We can observe from the above events that the server attempts to distinguish between overwrittes and
concurrent writes based on version numbers of the queue’s state. The client has the onus of merging the
contents it receives from its immediately preceding write with the new write the client intends to make
and ship the result to the server. The server can safely replace a queue state with the same or a higher
versioned queue state because the client must have sent the merged results back. The contents from the
higher versioned queue states are merged with the lower versioned queue state as the contents in the
higher versioned queue state represent concurrent writes with respect to the contents of the lower
versioned queue state. As a concrete example, consider when user B sends an update to the server in
step#4. The update consists of the new write Johnny, and the previous state of the queue which already
contains the merged concurrent writes from user A and user B i.e. [Tom, Brad]. The server receives [Tom,
Brad, Johnny] with version 2. The server holds a higher versioned queue state numbered 3, which implies
that there are concurrent writes with respect to what the server just received from user B and attempts
to resolve the conflict by taking the union of values. Also, note that in case if user B were the only
user then each time the server received a request from user B, the server would overwrite the existing
version and would not need to increment the version of the queue’s state.

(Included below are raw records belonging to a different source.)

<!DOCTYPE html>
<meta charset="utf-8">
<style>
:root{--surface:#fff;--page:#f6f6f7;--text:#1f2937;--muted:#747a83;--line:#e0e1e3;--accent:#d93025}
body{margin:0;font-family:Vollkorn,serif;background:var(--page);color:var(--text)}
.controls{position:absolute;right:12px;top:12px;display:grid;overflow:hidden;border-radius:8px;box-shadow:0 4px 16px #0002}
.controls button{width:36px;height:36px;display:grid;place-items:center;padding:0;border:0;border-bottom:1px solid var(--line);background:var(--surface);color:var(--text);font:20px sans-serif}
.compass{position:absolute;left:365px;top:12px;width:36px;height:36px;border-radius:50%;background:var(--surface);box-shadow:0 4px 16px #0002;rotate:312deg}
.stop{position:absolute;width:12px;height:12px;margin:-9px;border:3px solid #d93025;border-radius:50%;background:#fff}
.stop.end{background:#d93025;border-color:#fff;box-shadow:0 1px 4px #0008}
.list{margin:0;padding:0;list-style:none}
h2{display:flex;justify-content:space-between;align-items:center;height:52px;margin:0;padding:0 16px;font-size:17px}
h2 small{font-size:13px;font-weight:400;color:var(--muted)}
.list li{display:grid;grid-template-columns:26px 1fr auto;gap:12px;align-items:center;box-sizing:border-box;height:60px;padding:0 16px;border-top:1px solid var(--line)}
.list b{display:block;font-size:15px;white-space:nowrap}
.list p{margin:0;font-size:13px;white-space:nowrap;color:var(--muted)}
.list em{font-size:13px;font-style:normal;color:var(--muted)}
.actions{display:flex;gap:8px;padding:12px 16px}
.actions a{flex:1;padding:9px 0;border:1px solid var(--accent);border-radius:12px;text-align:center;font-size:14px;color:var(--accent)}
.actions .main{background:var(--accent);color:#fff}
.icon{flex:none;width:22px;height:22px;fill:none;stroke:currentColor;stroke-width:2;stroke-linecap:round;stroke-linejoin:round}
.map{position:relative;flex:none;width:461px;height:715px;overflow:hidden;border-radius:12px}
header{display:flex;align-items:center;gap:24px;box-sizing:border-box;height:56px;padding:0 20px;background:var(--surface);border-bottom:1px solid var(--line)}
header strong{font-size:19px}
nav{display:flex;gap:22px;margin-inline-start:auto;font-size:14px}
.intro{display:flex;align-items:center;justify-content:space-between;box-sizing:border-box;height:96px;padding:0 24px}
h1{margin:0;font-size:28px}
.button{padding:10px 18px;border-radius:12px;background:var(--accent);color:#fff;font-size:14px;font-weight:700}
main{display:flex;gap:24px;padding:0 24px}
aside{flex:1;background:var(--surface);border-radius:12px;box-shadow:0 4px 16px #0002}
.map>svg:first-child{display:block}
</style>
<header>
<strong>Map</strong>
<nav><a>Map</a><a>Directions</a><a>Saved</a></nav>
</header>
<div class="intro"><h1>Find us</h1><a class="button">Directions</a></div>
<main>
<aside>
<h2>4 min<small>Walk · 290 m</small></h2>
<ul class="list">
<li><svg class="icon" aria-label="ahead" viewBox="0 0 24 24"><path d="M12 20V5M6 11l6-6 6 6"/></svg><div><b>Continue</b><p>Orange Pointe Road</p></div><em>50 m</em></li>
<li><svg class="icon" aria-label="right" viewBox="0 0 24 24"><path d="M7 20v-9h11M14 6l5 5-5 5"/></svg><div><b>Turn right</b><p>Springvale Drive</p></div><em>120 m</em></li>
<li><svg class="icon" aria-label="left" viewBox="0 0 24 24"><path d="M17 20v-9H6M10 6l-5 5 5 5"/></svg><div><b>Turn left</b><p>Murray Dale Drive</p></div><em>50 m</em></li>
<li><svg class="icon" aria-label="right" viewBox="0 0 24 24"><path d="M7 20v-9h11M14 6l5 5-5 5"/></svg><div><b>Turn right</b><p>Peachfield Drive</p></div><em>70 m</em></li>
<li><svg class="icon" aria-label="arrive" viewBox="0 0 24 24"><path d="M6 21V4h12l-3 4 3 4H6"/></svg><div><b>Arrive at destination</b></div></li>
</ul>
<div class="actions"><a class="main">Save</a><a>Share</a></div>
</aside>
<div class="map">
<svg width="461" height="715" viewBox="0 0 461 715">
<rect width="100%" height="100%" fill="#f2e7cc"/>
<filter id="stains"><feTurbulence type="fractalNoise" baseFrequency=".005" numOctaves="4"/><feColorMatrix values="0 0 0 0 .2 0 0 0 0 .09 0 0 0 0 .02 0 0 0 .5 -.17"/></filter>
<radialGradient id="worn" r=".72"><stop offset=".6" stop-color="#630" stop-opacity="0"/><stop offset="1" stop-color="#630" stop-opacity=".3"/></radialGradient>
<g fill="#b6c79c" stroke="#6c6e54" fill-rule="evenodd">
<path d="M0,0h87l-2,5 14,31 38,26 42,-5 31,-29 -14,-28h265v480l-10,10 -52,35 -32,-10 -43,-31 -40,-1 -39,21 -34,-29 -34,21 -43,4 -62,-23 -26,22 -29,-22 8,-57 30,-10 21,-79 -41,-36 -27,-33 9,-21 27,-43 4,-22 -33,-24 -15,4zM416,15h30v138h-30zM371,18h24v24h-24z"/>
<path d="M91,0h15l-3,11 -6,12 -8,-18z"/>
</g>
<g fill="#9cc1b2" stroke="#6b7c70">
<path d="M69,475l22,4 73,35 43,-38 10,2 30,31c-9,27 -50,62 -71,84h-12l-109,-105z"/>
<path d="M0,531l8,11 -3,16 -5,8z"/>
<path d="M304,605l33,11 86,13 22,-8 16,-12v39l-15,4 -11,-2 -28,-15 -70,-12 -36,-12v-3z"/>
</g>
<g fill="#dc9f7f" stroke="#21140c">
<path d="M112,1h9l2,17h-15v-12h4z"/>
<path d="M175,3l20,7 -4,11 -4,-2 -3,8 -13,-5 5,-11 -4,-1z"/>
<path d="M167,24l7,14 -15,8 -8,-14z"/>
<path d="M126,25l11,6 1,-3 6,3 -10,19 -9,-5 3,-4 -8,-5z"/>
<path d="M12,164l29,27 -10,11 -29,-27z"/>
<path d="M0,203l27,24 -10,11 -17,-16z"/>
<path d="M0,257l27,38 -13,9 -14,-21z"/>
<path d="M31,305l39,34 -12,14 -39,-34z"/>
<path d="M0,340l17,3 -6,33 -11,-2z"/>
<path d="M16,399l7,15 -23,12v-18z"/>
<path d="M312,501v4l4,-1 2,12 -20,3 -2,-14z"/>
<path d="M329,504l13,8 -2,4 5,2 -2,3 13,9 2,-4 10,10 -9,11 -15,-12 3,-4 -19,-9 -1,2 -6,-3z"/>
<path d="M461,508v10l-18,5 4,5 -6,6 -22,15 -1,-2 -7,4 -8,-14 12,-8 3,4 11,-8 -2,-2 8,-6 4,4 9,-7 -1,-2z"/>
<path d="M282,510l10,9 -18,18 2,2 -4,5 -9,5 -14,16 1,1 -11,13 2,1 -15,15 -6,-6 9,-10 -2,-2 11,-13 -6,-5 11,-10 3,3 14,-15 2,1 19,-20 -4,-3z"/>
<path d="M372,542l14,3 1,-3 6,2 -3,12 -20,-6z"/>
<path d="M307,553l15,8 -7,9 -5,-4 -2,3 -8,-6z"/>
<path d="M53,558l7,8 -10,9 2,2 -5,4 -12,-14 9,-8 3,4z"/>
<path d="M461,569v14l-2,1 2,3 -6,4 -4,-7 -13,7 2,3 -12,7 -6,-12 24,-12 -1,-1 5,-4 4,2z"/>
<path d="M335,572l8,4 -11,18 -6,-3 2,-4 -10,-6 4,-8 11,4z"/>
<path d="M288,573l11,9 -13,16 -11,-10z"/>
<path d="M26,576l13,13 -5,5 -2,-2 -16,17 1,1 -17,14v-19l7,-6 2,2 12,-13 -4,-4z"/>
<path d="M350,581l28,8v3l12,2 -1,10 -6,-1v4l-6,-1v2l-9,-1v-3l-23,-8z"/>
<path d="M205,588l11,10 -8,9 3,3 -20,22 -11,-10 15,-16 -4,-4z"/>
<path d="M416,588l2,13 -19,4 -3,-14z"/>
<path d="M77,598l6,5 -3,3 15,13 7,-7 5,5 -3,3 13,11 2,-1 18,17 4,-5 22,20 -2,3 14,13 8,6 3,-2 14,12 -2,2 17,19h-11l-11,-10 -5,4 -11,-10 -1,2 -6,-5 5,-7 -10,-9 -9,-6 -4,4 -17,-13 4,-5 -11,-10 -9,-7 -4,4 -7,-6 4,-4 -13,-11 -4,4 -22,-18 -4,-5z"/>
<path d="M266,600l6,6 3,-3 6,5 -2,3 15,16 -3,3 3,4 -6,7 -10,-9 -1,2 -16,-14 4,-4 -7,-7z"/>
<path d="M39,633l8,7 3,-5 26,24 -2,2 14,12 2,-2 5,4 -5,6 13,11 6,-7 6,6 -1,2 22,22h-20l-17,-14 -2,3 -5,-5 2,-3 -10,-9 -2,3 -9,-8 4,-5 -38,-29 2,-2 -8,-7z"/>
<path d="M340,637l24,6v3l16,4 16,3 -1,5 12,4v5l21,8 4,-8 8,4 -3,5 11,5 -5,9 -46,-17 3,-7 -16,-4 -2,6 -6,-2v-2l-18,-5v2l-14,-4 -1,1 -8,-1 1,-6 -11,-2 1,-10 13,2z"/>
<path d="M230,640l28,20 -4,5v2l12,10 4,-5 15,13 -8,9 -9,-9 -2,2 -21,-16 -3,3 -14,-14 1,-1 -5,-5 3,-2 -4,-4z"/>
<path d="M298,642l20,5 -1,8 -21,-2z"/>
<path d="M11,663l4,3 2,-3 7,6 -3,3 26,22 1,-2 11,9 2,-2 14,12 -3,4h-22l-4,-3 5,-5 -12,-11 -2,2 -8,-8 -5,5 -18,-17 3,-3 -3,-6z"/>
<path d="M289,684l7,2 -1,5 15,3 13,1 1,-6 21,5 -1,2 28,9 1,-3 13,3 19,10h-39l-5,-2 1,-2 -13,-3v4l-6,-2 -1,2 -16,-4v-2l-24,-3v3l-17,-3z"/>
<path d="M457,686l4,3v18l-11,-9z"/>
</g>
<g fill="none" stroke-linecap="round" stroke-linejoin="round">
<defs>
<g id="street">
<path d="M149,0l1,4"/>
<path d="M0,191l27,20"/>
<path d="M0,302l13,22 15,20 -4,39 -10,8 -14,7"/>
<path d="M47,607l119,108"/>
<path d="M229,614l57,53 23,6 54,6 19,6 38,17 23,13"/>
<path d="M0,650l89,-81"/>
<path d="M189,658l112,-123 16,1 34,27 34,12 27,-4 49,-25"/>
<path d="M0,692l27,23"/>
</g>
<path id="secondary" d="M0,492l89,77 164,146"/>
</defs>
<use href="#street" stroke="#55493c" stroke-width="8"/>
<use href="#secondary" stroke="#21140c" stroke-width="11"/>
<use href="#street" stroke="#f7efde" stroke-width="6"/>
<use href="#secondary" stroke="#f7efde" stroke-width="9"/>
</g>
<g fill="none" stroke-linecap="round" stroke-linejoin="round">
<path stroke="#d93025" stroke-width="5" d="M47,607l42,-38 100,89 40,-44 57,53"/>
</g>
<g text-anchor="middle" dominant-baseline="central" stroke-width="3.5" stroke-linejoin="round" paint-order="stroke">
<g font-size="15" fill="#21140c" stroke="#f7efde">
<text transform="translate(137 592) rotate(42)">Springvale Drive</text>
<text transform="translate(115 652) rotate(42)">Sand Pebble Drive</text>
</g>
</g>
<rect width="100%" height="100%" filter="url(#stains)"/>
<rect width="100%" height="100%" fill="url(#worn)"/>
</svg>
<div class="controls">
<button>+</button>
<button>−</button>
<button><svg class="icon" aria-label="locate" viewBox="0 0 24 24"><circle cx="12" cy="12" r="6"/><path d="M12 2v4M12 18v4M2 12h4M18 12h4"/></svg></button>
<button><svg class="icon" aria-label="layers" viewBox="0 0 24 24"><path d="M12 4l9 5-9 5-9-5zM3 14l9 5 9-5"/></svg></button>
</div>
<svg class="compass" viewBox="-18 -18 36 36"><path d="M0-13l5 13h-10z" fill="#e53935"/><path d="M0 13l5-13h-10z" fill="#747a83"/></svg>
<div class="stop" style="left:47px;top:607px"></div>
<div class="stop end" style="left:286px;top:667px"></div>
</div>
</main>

The above example treats the user as the key and the state of the user’s queue as the value of the key.
We could have used any other key/value pair for the example. The concurrent writes are resolved by
taking a union of the contents, in some systems such as Riak the concurrent writes are referred to as
siblings. Taking a union of siblings works well for some scenarios but may not be suitable in others
e.g. when movies can also be removed by a user. A user adding and another user removing the same movie
from the queue as concurrent writes will lead to a queue state with the movie present when the union of
siblings is applied as a conflict resolution mechanism.
Version vectors
The scheme we described above assigns a version per key. When multiple replicas are involved, a version
is assigned per key per replica. Each replica maintains the version number for a given key locally that
is incremented when the replica processes a write to the key. Additionally, each replica also tracks the
version numbers for a given key from other replicas. All the versions for a key across all the replicas
is referred to as a version vector and is sent to the client upon a read of the key.